Dom parser factory Overview
After learning about the differences between Dom and sax, you don't need to know anything else. Listing 3 looks likeListing 1The sax code in is very similar. First, obtainDocumentBuilderFactory
(Obtained from listing 1SAXParserFactory
). Then, configure the factory to process the verification and namespace (same as the method in SAX ). Secondly, retrieve andSAXParser
SimilarDocumentBuilder
Instance (same as the method in SAX ). Then parse and get the DOMDocument
Method for passing an object to the output DOM tree:
Listing 3. Using documentbuilderfactory
import java.io.File;import java.io.IOException;import java.io.OutputStreamWriter;import java.io.Writer;// JAXPimport javax.xml.parsers.FactoryConfigurationError;import javax.xml.parsers.ParserConfigurationException;import javax.xml.parsers.DocumentBuilderFactory;import javax.xml.parsers.DocumentBuilder;// DOMimport org.w3c.dom.Document;import org.w3c.dom.DocumentType;import org.w3c.dom.NamedNodeMap;import org.w3c.dom.Node;import org.w3c.dom.NodeList;public class TestDOMParsing { public static void main(String[] args) { try { if (args.length != 1) { System.err.println ("Usage: java TestDOMParsing " + "[filename]"); System.exit (1); } // Get Document Builder Factory DocumentBuilderFactory factory = DocumentBuilderFactory.newInstance(); // Turn on validation, and turn off namespaces factory.setValidating(true); factory.setNamespaceAware(false); DocumentBuilder builder = factory.newDocumentBuilder(); Document doc = builder.parse(new File(args[0])); // Print the document from the DOM tree and // feed it an initial indentation of nothing printNode(doc, ""); } catch (ParserConfigurationException e) { System.out.println("The underlying parser does not " + "support the requested features."); } catch (FactoryConfigurationError e) { System.out.println("Error occurred obtaining Document " + "Builder Factory."); } catch (Exception e) { e.printStackTrace(); } } private static void printNode(Node node, String indent) { // print the DOM tree }} |
This code can have two problems (the same as sax in JAXP ):FactoryConfigurationError
AndParserConfigurationException
. The cause of each problem is the same as that in Sax. A problem occurs in the implementation class (resulting inFactoryConfigurationError
), Another problem is that the provided parser does not support the request features (resulting inParserConfigurationException
). In this regard, the only difference between Dom and sax is that in DomDocumentBuilderFactory
SubstitutionSAXParserFactory
, UseDocumentBuilder
SubstitutionSAXParser
. Only. (You can view the complete code list, including the methods used to output the DOM tree. SeeDownload.)
Use the DOM parser
Once you have a DOM factory, you can obtainDocumentBuilder
Instance. AvailableDocumentBuilder
The instance method is very similar to the method that can be used to correspond to a sax instance. The main difference is thatparse()

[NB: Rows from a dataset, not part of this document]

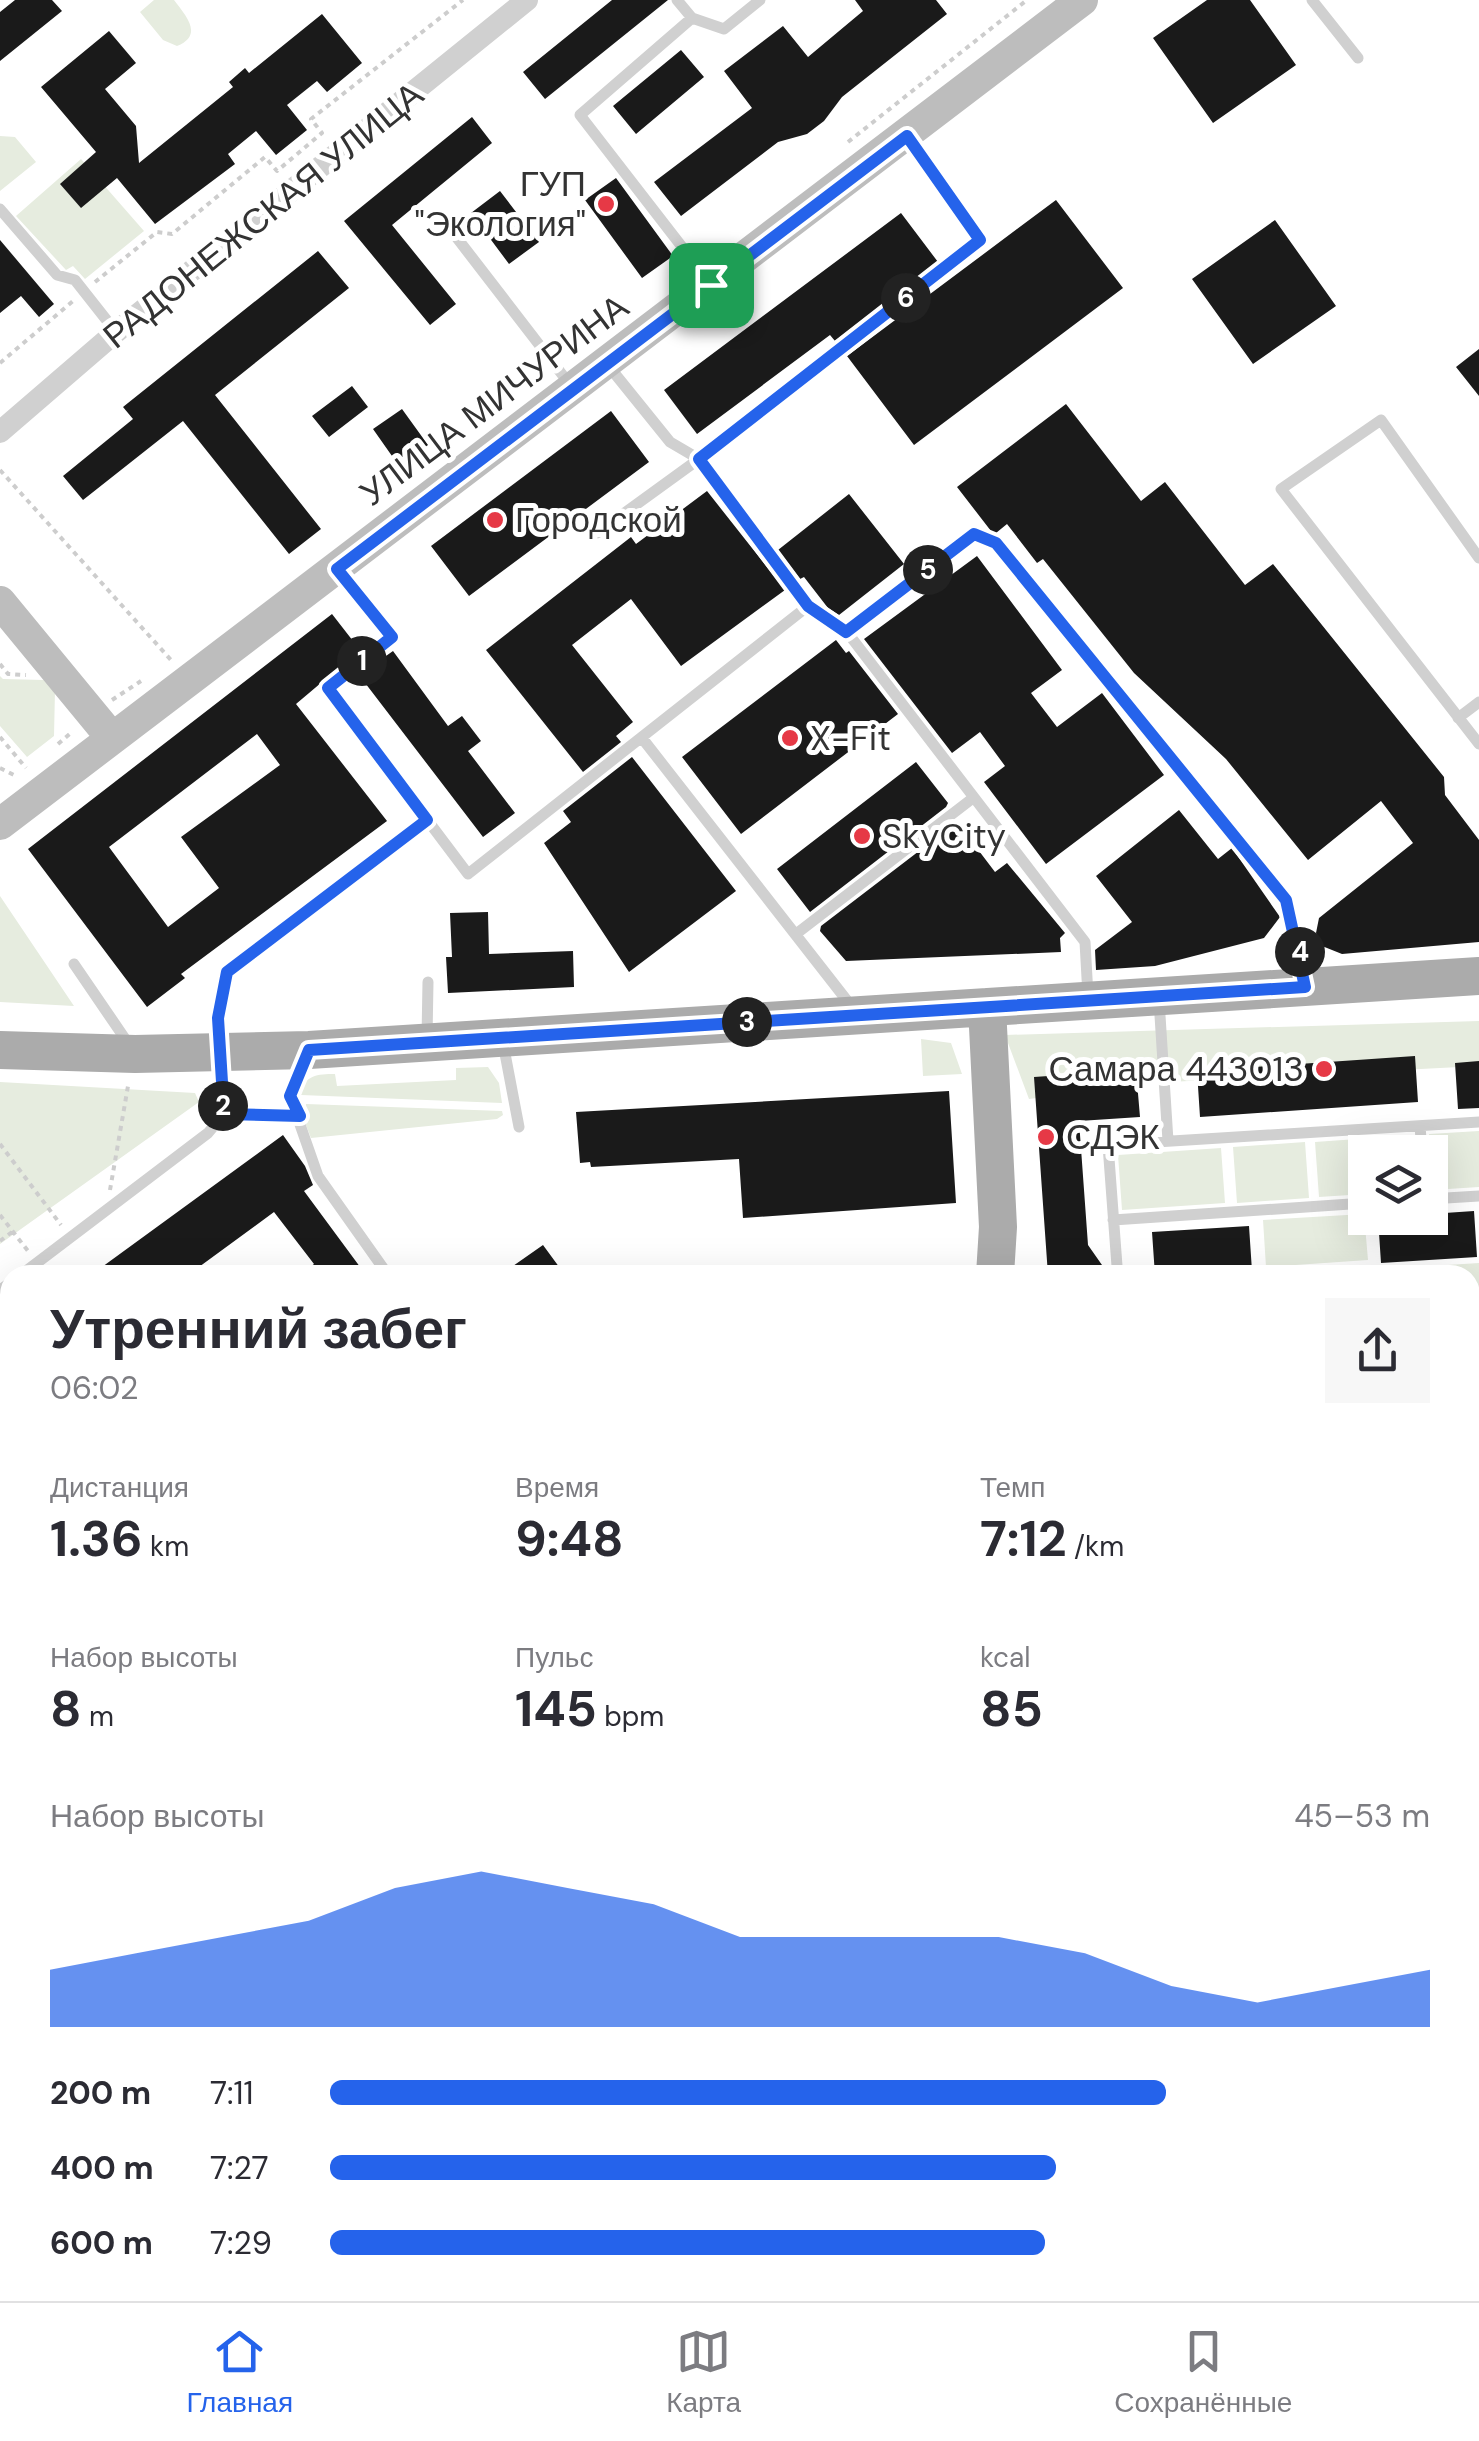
<!DOCTYPE html>
<html lang="ru">
<head>
<meta charset="utf-8">
<style>
	body { margin:0; font-family:"DM Sans",sans-serif; background:#f7f7f7; color:#2b2b33; height:100vh; display:flex; flex-direction:column; font-size:38px; white-space:nowrap }
	* { box-sizing:border-box; margin:0 }
	p { font-size:32px; color:#7c7c81 }
	.icon { flex:none; width:55px; height:55px; fill:none; stroke:currentColor; stroke-width:2; stroke-linecap:round; stroke-linejoin:round }
	.map { position:relative; flex:1; overflow:hidden }
	.drawer { position:absolute; left:0px; top:1265px; width:1480px; height:1038px; display:flex; flex-direction:column; background:#fff; border-radius:30px 30px 0 0; box-shadow:0 10px 40px #0002 }
	.drawer>* { flex:none }
	.buttons { position:absolute; left:1348px; top:1135px; display:grid; gap:20px }
	.buttons a { display:grid; place-items:center; width:100px; height:100px; border-radius:0px; background:#fff; box-shadow:0 10px 40px #0002; font-size:50px }
	.pin { position:absolute; display:grid; place-items:center; width:85px; height:85px; color:#fff; margin:-42px; border-radius:20px; box-shadow:0 5px 15px #0006 }
	.km { position:absolute; width:50px; height:50px; margin:-25px; border-radius:50%; background:#222; color:#fff; font-size:28px; line-height:50px; text-align:center }
	.round { display:grid; place-items:center; flex:none; width:105px; height:105px; border-radius:0px; background:#f7f7f7 }
	.headline { display:flex; align-items:center; justify-content:space-between; height:170px; padding:0 50px }
	h1 { font-size:55px; font-weight:700; line-height:75px }
	.figures { display:grid; grid-template-columns:repeat(3,1fr); gap:15px; height:170px; padding:10px 50px }
	.figures div { display:grid; align-content:center }
	.figures b { font-size:50px; font-weight:700 }
	.figures small { font-size:28px; font-weight:400 }
	.figures p { font-size:28px }
	.chart { height:280px; padding:20px 50px }
	.chart p { display:flex; justify-content:space-between }
	.chart svg { width:100%; height:180px; margin-top:10px; fill:#2563eb; opacity:.7 }
	ul { padding:0 50px; list-style:none; font-size:32px }
	li { display:grid; grid-template-columns:160px 120px 1fr; align-items:center; height:75px }
	li i { height:25px; border-radius:12px; background:#2563eb }
	.tab-bar { display:flex; justify-content:space-around; align-items:center; height:140px; border-top:2px solid #e1e1e2; background:#fff; font-size:28px; color:#7c7c81 }
	.tab-bar a { display:grid; justify-items:center; gap:5px }
	.tab-bar .current { color:#2563eb }
	.map>svg:first-child { display:block }
</style>
</head>
<body>
<div class="map">
<svg width="1479" height="2301" viewBox="0 0 1479 2301">
	<rect width="100%" height="100%" fill="#fff"/>
	<path fill="#e6ecdf" d="M154,0H174C186,16 204,35 177,46L163,40L140,12Z
		M0,136L15,137L36,162L0,191Z
		M81,159L144,231L85,279L73,266L66,270L16,216Z
		M0,676L3,679L44,680L55,690L54,736L27,757L0,726Z
		M0,896L74,1006L0,1002Z
		M1479,1021V1066L1150,1083L1029,1099L1005,1035Z
		M921,1039L951,1043L962,1074L923,1076Z
		M488,1067L499,1083L502,1103L301,1095C303,1075 318,1074 335,1074L337,1086L456,1080V1068Z
		M0,1082L195,1093L199,1102L0,1244Z
		M306,1104L502,1111L503,1115L497,1119L311,1138L304,1120Z
		M1479,1131V1187L1432,1190L1429,1134Z
		M1413,1135L1414,1152H1365V1194L1319,1197L1315,1142Z
		M1305,1142L1309,1198L1237,1203L1233,1147Z
		M1221,1148L1225,1203L1122,1210L1118,1155Z
		M1364,1214L1368,1260L1266,1267L1263,1220Z
		M1479,1263V1293L1470,1294V1275H1383V1269Z
		M0,1358L10,1371V1564L7,1566L0,1556Z"/>
	<path fill="#1a1a1a" fill-rule="evenodd" d="M15,0H52L62,11L0,61V12Z
		M612,0H668L545,99L523,72Z
		M855,0H936L947,14L842,97L824,121L807,134L778,142L681,216L654,182L752,108L724,71L783,26L808,57L863,11Z
		M1207,0H1250L1296,65L1213,123L1153,38Z
		M322,14L362,63L327,92L317,81L287,105L307,130L276,155L256,131L228,154L235,164L155,224L117,178L81,208L60,184L96,152L41,87L109,31L136,63L105,89L136,126L139,163L233,87L229,82L245,68L249,73Z
		M681,50L704,77L636,134L613,106Z
		M472,117L492,143L392,225L456,304L430,325L344,221Z
		M616,178L673,256L642,278L585,200Z
		M500,191L539,242L509,264L471,213Z
		M1056,200L1123,288L914,445L847,356Z
		M901,213L938,262L835,341L830,335L697,434L664,390Z
		M1275,220L1336,306L1253,364L1192,279Z
		M0,240L54,304L39,317L21,296L0,313Z
		M318,251L349,288L215,395L321,529L289,554L183,421L83,500L63,476L133,419L123,407Z
		M1479,349V396L1456,367Z
		M352,386L368,407L329,437L312,416Z
		M1066,404L1141,501L1165,482L1245,585L1273,564L1444,777L1445,795L1479,840V942L1342,954L1322,946L1316,933L1319,918L1413,843L1381,801L1308,860L1226,759L1134,673L1043,559L1037,563L1007,524L996,533L991,531L957,487Z
		M402,409L428,445L399,466L373,429Z
		M611,411L649,462L469,596L431,546Z
		M707,491L785,590L681,666L631,599L572,645L633,722L616,736L621,742L583,772L486,650L631,537L636,544Z
		M849,494L904,564L839,615L828,608L804,577L800,579L778,550Z
		M977,556L1062,670L1031,693L1057,727L1102,693L1164,775L1046,864L984,782L1005,766L980,732L952,753L864,639Z
		M332,614L360,650L296,704L387,821L181,974L185,978L147,1007L28,849ZM257,734L280,765L181,837L219,888L168,927L109,847Z
		M836,640L846,653L849,651L898,714L741,834L682,757Z
		M393,651L448,726L462,716L481,741L468,751L515,813L483,837L359,675Z
		M632,757L736,891L629,972L544,843L571,822L563,811Z
		M916,762L948,803L946,807L810,912L777,869Z
		M1179,810L1218,859L1232,848L1280,917L1264,938L1155,966L1096,970L1095,950L1132,922L1096,876Z
		M957,822L995,872L1007,863L1065,933L1060,938L1061,952L846,961L820,931L821,926Z
		M488,912L489,954L573,951L574,987L448,993L446,957H452L450,913Z
		M1415,1056L1418,1102L1200,1117L1197,1071Z
		M1479,1061V1108L1458,1109L1455,1063Z
		M1136,1070L1140,1117L1079,1121L1088,1245L1109,1275H1048L1034,1077Z
		M949,1091L956,1203L743,1218L739,1159L591,1167L590,1162L580,1163L576,1112Z
		M283,1135L305,1166L313,1185L304,1191L366,1275H300L314,1264L274,1212L188,1275H91Z
		M1474,1211L1477,1257L1381,1263L1378,1218H1430V1214Z
		M1249,1226L1252,1271L1155,1275L1152,1232Z
		M543,1245L565,1275H500Z"/>
	<g fill="none" stroke-linecap="round" stroke-linejoin="round">
		<path stroke="#cdcdcd" stroke-width="4" stroke-dasharray="5 5" stroke-linecap="butt" d="M848,142L1027,0
			M95,282L157,232L172,234L265,157L277,171L322,133L311,119L463,0
			M0,363L73,301
			M0,470L171,660
			M0,664L8,674L26,675
			M112,700L141,681
			M0,737L26,768
			M58,744L73,731
			M0,768L16,776
			M0,1144L61,1225
			M110,1190L128,1086
			M0,1215L28,1251
			M0,1241L12,1232
			M1028,1275L1029,1268
			M0,1626L10,1618
			M0,1973L10,1965
			M0,2066L10,2058
			M1472,2066L1479,2075
			M1470,2263L1479,2275
			M128,2292L134,2301
			M612,2292L618,2301
			M849,2301L858,2295L856,2292
			M1391,2301L1403,2292"/>
		<path stroke="#d0d0d0" stroke-width="11" d="M677,0L692,18L724,29L760,0
			M1312,0L1358,58
			M692,18L580,115L710,283
			M0,209L57,275L75,280L116,332
			M447,225L571,386
			M597,533L699,459L670,442L607,364
			M1479,558L1381,420L1281,489L1479,744
			M337,569L392,637L328,688L468,874L808,606L847,632L974,534L996,543L1286,900L1305,983
			M808,606L699,459L980,241L907,136
			M847,632L1085,942L1088,996
			M1458,718L1479,702
			M642,738L852,1007
			M796,934L973,798
			M74,964L130,1046
			M1159,1000L1168,1141
			M427,1038L428,982
			M503,1043L519,1127
			M307,1055L290,1096L318,1176L388,1275
			M224,1114L300,1116
			M1420,1126L1422,1152
			M1430,1199L1479,1196
			M1113,1220L1365,1203
			M21,1275L208,1133L224,1114L218,1018L227,972L427,820
			M1123,1275L1117,1266L1108,1145L1479,1122
			M0,1290L10,1283
			M1470,1509L1479,1502
			M1470,1630L1479,1623
			M0,1670L10,1676
			M1470,1761L1479,1755
			M0,1860L10,1853
			M441,2292L457,2301
			M1258,2292L1264,2301
			M1327,2292L1333,2301
			M198,2301L210,2292
			M1191,2301L1203,2292"/>
		<path stroke="#d0d0d0" stroke-width="22" d="M0,432L116,332L527,0
			M0,1320L10,1334
			M1470,1444L1479,1438
			M702,2292L708,2301"/>
		<path stroke="#d0d0d0" stroke-width="30" d="M1470,1984L1479,1978
			M1020,2301L1032,2292"/>
		<path stroke="#bdbdbd" stroke-width="32" d="M0,602L112,738
			M0,824L1082,0"/>
		<path stroke="#ababab" stroke-width="38" d="M987,1007L998,1227L995,1275
			M0,1050L135,1054L309,1050L1479,976
			M0,2016L10,2009"/>
		<path stroke="#888" stroke-width="2.5" d="M1470,2038L1479,2032
			M1082,2301L1094,2292"/>
	</g>
	<g fill="none" stroke-linecap="round" stroke-linejoin="round">
		<defs>
			<path id="route" d="M907,136L980,240L699,459L808,606L846,632L974,534L996,543L1286,900L1305,987L309,1050L290,1096L300,1116L224,1114L218,1018L227,972L427,820L328,688L392,637L337,569Z"/>
		</defs>
		<use href="#route" stroke="#fff" stroke-width="20"/>
		<use href="#route" stroke="#2563eb" stroke-width="12"/>
	</g>
	<g fill="#e63946" stroke="#fff" stroke-width="4">
		<circle cx="606" cy="204" r="10"/>
		<circle cx="495" cy="520" r="10"/>
		<circle cx="790" cy="738" r="10"/>
		<circle cx="862" cy="836" r="10"/>
		<circle cx="1324" cy="1069" r="10"/>
		<circle cx="1046" cy="1137" r="10"/>
	</g>
	<g text-anchor="middle" dominant-baseline="central" stroke-width="10" stroke-linejoin="round" paint-order="stroke">
		<g font-size="35" fill="#333" stroke="#fff" text-anchor="start">
			<text x="586" y="184" text-anchor="end">ГУП<tspan x="586" dy="40">"Экология"</tspan></text>
			<text x="515" y="520">Городской</text>
			<text x="810" y="738">X-Fit</text>
			<text x="882" y="836">SkyCity</text>
			<text x="1304" y="1069" text-anchor="end">Самара 443013</text>
			<text x="1066" y="1137">СДЭК</text>
		</g>
		<g font-size="35" fill="#333" stroke="#fff">
			<text transform="translate(263 215) rotate(-39)">РАДОНЕЖСКАЯ УЛИЦА</text>
			<text transform="translate(494 400) rotate(-37)">УЛИЦА МИЧУРИНА</text>
		</g>
	</g>
</svg>
<div class="buttons">
<a><svg class="icon" aria-label="layers" viewBox="0 0 24 24"><path d="M12 4l9 5-9 5-9-5zM3 14l9 5 9-5"/></svg></a>
</div>
<div class="pin" style="left:711px;top:285px;background:#1e9e55"><svg class="icon" aria-label="arrive" viewBox="0 0 24 24"><path d="M6 21V4h12l-3 4 3 4H6"/></svg></div>
<b class="km" style="left:362px;top:661px">1</b>
<b class="km" style="left:223px;top:1106px">2</b>
<b class="km" style="left:747px;top:1022px">3</b>
<b class="km" style="left:1300px;top:952px">4</b>
<b class="km" style="left:928px;top:570px">5</b>
<b class="km" style="left:906px;top:298px">6</b>
<section class="drawer">
<div class="headline"><div><h1>Утренний забег</h1><p>06:02</p></div><a class="round"><svg class="icon" aria-label="share" viewBox="0 0 24 24"><path d="M12 15V3M7 8l5-5 5 5M5 13v7h14v-7"/></svg></a></div>
<div class="figures">
<div><p>Дистанция</p><b>1.36<small> km</small></b></div>
<div><p>Время</p><b>9:48</b></div>
<div><p>Темп</p><b>7:12<small> /km</small></b></div>
</div>
<div class="figures">
<div><p>Набор высоты</p><b>8<small> m</small></b></div>
<div><p>Пульс</p><b>145<small> bpm</small></b></div>
<div><p>kcal</p><b>85</b></div>
</div>
<div class="chart"><p><span>Набор высоты</span>45–53 m</p>
<svg viewBox="0 0 160 44" preserveAspectRatio="none"><path d="M0 44V30L10 26L20 22L30 18L40 10L50 6L60 10L70 14L80 22L90 22L100 22L110 22L120 26L130 34L140 38L150 34L160 30V44z"/></svg>
</div>
<ul>
<li><b>200 m</b>7:11<i style="width:76%"></i></li>
<li><b>400 m</b>7:27<i style="width:66%"></i></li>
<li><b>600 m</b>7:29<i style="width:65%"></i></li>
</ul>
</section>
</div>
<nav class="tab-bar">
<a class="current"><svg class="icon" aria-label="home" viewBox="0 0 24 24"><path d="M3 11l9-7 9 7M6 9v11h12V9"/></svg>Главная</a>
<a><svg class="icon" aria-label="map" viewBox="0 0 24 24"><path d="M3 6l6-2 6 2 6-2v14l-6 2-6-2-6 2zM9 4v14M15 6v14"/></svg>Карта</a>
<a><svg class="icon" aria-label="saved" viewBox="0 0 24 24"><path d="M7 4h10v16l-5-4-5 4z"/></svg>Сохранённые</a>
</nav>
</body>
</html>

Method variants do not accept SaxDefaultHandler
Class. Instead, return a Dom that represents the parsed XML document.Document
Instance. The only difference is that the two methods provide functions similar to sax:
setErrorHandler()
, Execute the saxErrorHandler
Implementation to handle possible problems during parsing.
setEntityResolver()
, Execute the saxEntityResolver
To process object parsing.
Listing 4 shows the actual examples of these methods:
Listing 4. Using JAXPDocumentBuilder
Class
// Get a DocumentBuilder instanceDocumentBuilder builder = builderFactory.newDocumentBuilder();// Find out if validation is supportedboolean isValidating = builder.isValidating();// Find out if namespaces are supportedboolean isNamespaceAware = builder.isNamespaceAware();// Set a SAX ErrorHandlerbuilder.setErrorHandler(myErrorHandlerImpl);// Set a SAX EntityResolverbuilder.setEntityResolver(myEntityResolverImpl);// Parse, in a variety of ways// Use a fileDocument doc = builder.parse(new File(args[0]));// Use a SAX InputSourceDocument doc = builder.parse(mySaxInputSource);// Use an InputStreamDocument doc = builder.parse(myInputStream, myDefaultHandlerInstance);// Use a URI Document doc = builder.parse("http://www.newInstance.com/xml/doc.xml"); |
If you are bored when reading the DOM section, you are not alone. I am also bored when writing, it is so easy to apply the learned knowledge about Sax to Dom.